WHAT IS EXPECTED: Across all the entries below, count each line that holds "from" and report the figure only.

DATA EXTRACT:
■ ■ ■ ■ ■
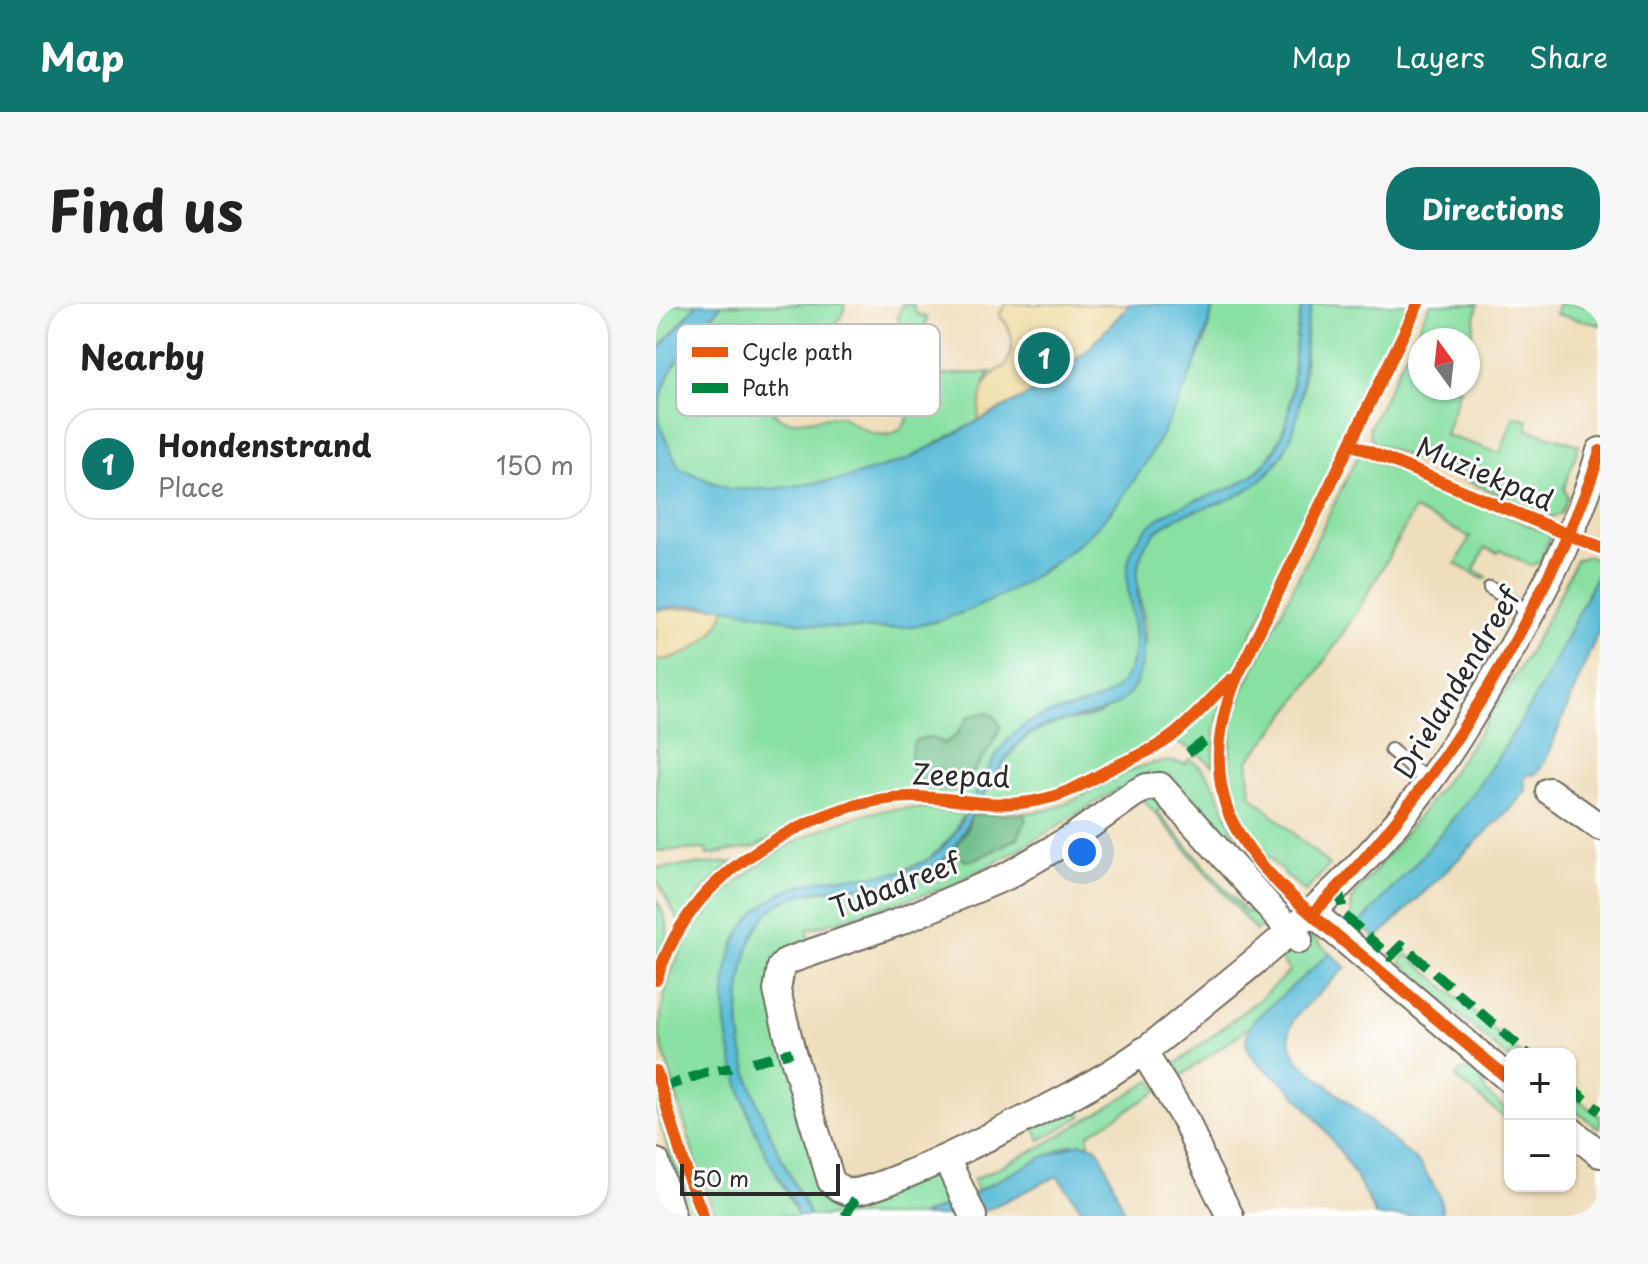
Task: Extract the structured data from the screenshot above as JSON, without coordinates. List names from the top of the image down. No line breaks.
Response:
{"streets":{"street":["Drielandendreef","Tubadreef"],"cycle path":["Muziekpad","Zeepad"]},"crossings":[["Drielandendreef","Tubadreef"]],"legend":["Cycle path","Path"],"scale_bar":"50 m","north":"top","page":{"header":"Map","nav":["Map","Layers","Share"],"title":"Find us","buttons":"Directions","heading":"Nearby","pins":"1","list":[{"mark":"1","name":"Hondenstrand","note":"Place","value":"150 m"}],"map_buttons":["+","−"],"scale":"50 m"}}
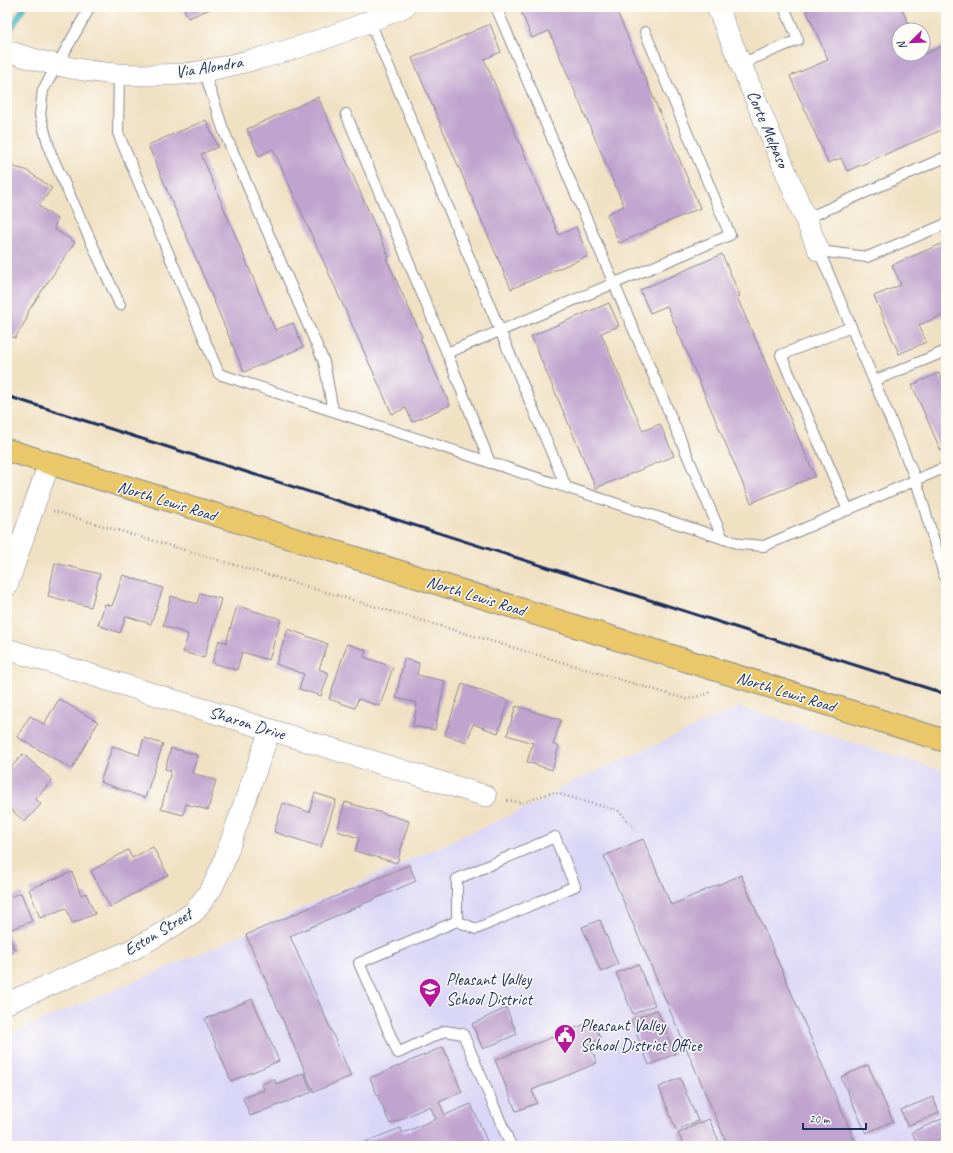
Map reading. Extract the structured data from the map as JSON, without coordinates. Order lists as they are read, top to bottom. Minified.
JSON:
{"streets":{"main road":["North Lewis Road"],"street":["Via Alondra","Corte Melpaso","Sharon Drive","Eston Street"]},"crossings":[["Sharon Drive","Eston Street"]],"places":{"school or university":["Pleasant Valley School District"],"public building":["Pleasant Valley School District Office"]},"scale_bar":"20 m","north":"bottom left"}
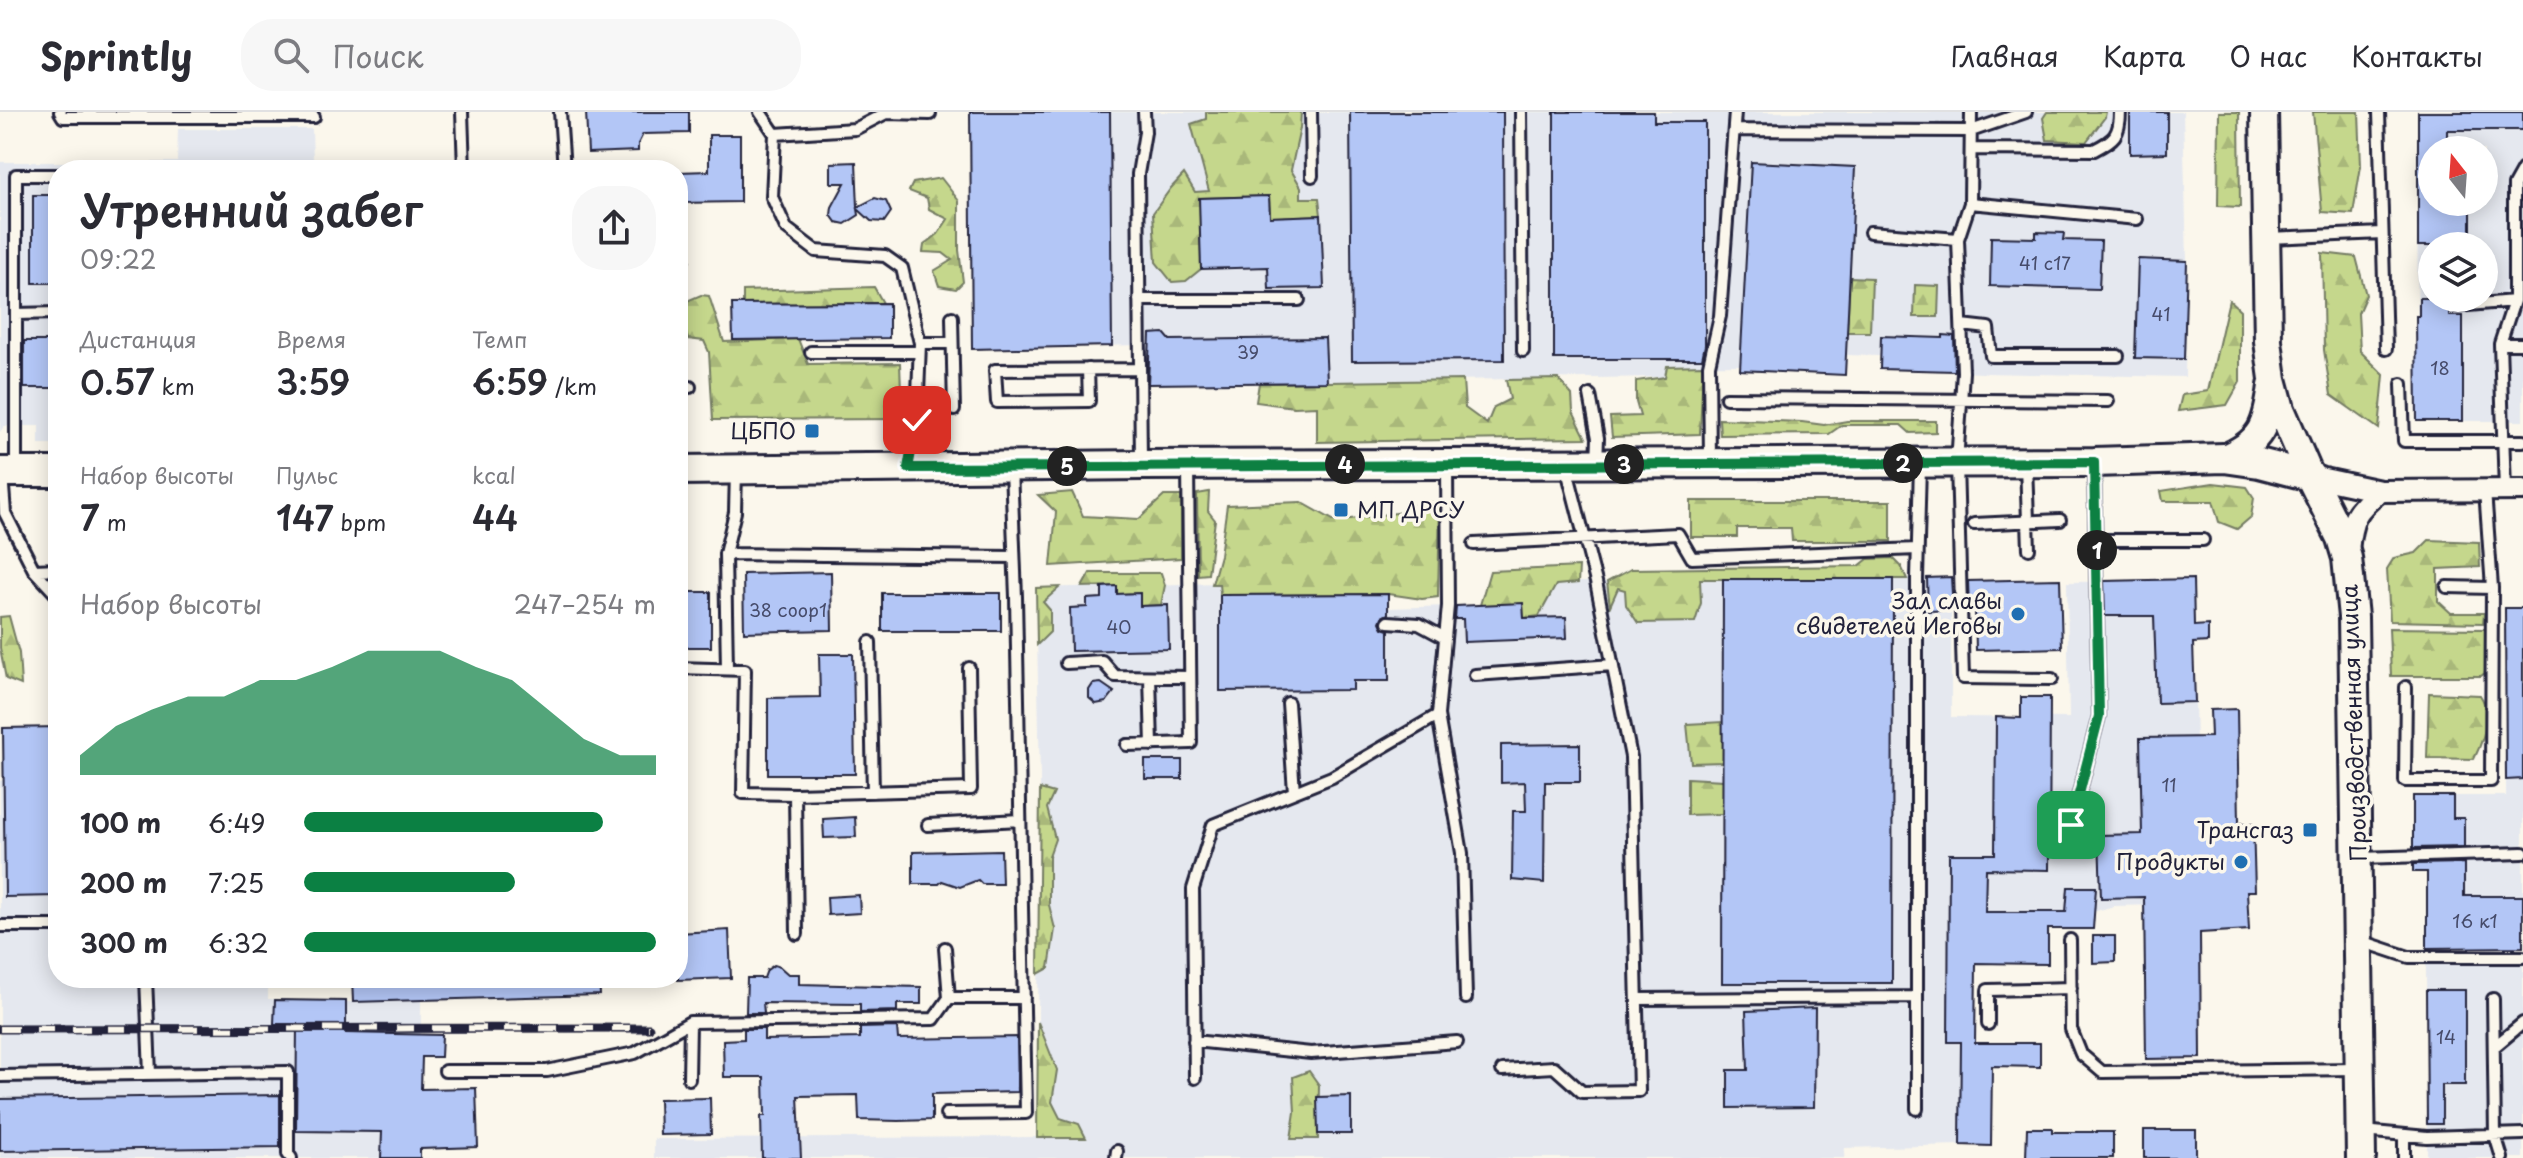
■ ■ ■ ■ ■
EXERCISE RESPONSE: 2